* **Your instructions**
Up to and including the line containing "height:24px; margin:-12px; padding:0", set down each line of the entries below exactly, starting from the first, and leave out the rest.

Saved entries
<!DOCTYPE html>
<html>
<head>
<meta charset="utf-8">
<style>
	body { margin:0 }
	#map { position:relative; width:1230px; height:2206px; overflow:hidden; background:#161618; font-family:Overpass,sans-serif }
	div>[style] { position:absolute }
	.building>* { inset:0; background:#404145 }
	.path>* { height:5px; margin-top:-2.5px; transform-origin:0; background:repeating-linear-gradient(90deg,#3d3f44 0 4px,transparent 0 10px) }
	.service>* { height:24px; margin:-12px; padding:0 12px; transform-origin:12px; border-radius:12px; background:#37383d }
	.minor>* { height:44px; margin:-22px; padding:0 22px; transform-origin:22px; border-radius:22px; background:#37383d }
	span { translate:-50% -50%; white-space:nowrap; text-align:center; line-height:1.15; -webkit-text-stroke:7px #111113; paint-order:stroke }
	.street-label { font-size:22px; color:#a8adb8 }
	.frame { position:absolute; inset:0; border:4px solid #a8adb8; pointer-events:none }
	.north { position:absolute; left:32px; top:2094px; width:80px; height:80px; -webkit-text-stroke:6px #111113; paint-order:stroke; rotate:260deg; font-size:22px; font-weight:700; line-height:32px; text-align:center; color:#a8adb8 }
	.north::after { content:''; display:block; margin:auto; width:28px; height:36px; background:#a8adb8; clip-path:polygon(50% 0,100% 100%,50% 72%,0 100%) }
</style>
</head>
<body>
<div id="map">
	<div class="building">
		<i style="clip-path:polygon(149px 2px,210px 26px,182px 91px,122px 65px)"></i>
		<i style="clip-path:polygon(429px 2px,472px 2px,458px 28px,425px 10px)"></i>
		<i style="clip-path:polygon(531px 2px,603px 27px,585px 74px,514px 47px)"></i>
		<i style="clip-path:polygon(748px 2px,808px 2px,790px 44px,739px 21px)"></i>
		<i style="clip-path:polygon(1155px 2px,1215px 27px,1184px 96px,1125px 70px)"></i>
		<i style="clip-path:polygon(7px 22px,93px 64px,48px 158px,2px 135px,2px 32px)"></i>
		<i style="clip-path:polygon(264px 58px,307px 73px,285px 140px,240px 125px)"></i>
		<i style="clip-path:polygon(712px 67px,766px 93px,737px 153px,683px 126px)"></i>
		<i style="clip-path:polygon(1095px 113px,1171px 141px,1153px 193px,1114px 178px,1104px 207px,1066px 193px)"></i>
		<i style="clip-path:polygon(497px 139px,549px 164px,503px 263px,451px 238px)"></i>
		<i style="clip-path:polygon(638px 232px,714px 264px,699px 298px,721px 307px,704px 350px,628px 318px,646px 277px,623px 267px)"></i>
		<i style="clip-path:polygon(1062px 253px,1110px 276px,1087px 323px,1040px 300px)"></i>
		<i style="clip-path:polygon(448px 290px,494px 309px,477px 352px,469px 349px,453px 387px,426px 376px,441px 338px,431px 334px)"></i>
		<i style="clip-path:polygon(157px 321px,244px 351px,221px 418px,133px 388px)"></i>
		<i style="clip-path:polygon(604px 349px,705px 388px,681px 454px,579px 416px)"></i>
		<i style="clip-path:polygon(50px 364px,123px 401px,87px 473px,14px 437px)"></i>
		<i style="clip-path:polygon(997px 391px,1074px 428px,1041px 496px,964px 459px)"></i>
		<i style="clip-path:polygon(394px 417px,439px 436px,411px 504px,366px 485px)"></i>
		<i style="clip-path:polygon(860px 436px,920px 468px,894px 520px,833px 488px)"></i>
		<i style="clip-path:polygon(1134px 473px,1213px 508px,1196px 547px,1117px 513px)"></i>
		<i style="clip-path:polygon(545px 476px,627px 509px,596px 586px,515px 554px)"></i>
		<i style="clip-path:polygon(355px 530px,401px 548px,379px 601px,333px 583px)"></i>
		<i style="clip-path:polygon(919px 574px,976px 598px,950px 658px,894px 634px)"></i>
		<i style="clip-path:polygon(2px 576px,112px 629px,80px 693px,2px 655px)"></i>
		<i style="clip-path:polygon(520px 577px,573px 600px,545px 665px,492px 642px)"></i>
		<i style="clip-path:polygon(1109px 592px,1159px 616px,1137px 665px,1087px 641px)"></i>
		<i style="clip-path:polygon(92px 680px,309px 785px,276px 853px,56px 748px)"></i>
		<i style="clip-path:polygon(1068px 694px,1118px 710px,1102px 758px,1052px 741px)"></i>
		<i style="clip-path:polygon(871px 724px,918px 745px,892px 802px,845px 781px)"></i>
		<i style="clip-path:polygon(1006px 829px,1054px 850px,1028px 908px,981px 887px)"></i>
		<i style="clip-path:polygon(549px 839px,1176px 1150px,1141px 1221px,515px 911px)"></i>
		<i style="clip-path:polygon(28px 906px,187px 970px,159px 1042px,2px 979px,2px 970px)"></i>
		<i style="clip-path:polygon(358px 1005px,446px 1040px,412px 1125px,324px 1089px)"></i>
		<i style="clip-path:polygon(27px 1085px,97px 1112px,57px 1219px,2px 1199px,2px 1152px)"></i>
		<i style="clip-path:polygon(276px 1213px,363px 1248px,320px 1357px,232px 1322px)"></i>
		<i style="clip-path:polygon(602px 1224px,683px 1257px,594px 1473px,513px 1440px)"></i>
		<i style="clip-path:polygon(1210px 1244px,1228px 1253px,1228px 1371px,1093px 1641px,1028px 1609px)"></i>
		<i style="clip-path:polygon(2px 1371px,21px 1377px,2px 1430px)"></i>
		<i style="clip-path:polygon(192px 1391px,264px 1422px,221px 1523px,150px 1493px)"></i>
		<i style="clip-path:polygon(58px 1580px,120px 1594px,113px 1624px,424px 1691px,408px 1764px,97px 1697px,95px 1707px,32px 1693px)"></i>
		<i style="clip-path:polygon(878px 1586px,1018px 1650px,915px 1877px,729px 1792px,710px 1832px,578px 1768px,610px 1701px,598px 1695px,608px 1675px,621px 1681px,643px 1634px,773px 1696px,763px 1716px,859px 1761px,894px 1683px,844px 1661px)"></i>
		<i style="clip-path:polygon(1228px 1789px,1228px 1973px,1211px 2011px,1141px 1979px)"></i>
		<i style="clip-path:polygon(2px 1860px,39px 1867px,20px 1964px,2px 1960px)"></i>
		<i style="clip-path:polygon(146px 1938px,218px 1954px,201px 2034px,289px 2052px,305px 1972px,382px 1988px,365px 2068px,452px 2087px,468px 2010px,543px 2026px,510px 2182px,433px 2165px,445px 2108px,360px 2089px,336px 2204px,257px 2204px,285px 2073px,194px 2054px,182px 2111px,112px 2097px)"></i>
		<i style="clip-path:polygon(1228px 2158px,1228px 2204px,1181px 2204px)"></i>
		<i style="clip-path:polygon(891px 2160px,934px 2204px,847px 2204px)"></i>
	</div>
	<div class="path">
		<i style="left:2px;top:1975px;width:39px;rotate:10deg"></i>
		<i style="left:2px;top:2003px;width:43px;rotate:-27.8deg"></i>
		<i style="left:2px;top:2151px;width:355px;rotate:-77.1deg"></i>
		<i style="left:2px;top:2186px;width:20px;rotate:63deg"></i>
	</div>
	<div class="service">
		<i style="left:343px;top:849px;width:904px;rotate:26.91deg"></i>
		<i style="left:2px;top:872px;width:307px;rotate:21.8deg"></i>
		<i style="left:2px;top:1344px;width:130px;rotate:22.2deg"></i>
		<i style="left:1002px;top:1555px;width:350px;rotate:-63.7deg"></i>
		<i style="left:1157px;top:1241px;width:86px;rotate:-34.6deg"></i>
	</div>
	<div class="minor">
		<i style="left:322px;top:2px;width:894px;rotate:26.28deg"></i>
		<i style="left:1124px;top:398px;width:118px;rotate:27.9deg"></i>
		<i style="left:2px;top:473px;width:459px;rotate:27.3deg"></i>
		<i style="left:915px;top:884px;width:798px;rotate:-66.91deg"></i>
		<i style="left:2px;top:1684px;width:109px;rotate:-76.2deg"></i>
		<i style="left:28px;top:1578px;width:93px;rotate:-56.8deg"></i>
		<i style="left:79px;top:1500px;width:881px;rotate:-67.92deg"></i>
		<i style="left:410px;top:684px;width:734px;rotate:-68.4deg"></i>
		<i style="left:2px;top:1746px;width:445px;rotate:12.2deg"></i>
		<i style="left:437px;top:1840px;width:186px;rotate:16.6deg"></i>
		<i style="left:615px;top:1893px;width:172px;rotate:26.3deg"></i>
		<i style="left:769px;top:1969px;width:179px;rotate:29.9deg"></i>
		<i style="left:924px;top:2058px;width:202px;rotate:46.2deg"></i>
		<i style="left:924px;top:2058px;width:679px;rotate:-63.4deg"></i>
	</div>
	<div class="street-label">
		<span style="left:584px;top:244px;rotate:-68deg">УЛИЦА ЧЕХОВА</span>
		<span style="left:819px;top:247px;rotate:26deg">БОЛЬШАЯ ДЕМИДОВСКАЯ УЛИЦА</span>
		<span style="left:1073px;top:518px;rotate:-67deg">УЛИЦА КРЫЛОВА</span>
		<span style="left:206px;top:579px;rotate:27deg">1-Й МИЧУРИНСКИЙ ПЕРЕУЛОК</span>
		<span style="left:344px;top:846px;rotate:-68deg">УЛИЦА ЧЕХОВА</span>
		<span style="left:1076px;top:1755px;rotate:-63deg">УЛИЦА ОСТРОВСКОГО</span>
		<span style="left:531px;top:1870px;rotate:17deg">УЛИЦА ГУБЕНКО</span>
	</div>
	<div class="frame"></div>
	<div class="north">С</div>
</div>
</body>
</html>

* **Exercise response**
<!DOCTYPE html>
<html>
<head>
<meta charset="utf-8">
<style>
	body { margin:0 }
	#map { position:relative; width:1230px; height:2206px; overflow:hidden; background:#161618; font-family:Overpass,sans-serif }
	div>[style] { position:absolute }
	.building>* { inset:0; background:#404145 }
	.path>* { height:5px; margin-top:-2.5px; transform-origin:0; background:repeating-linear-gradient(90deg,#3d3f44 0 4px,transparent 0 10px) }
	.service>* { height:24px; margin:-12px; padding:0 12px; transform-origin:12px; border-radius:12px; background:#37383d }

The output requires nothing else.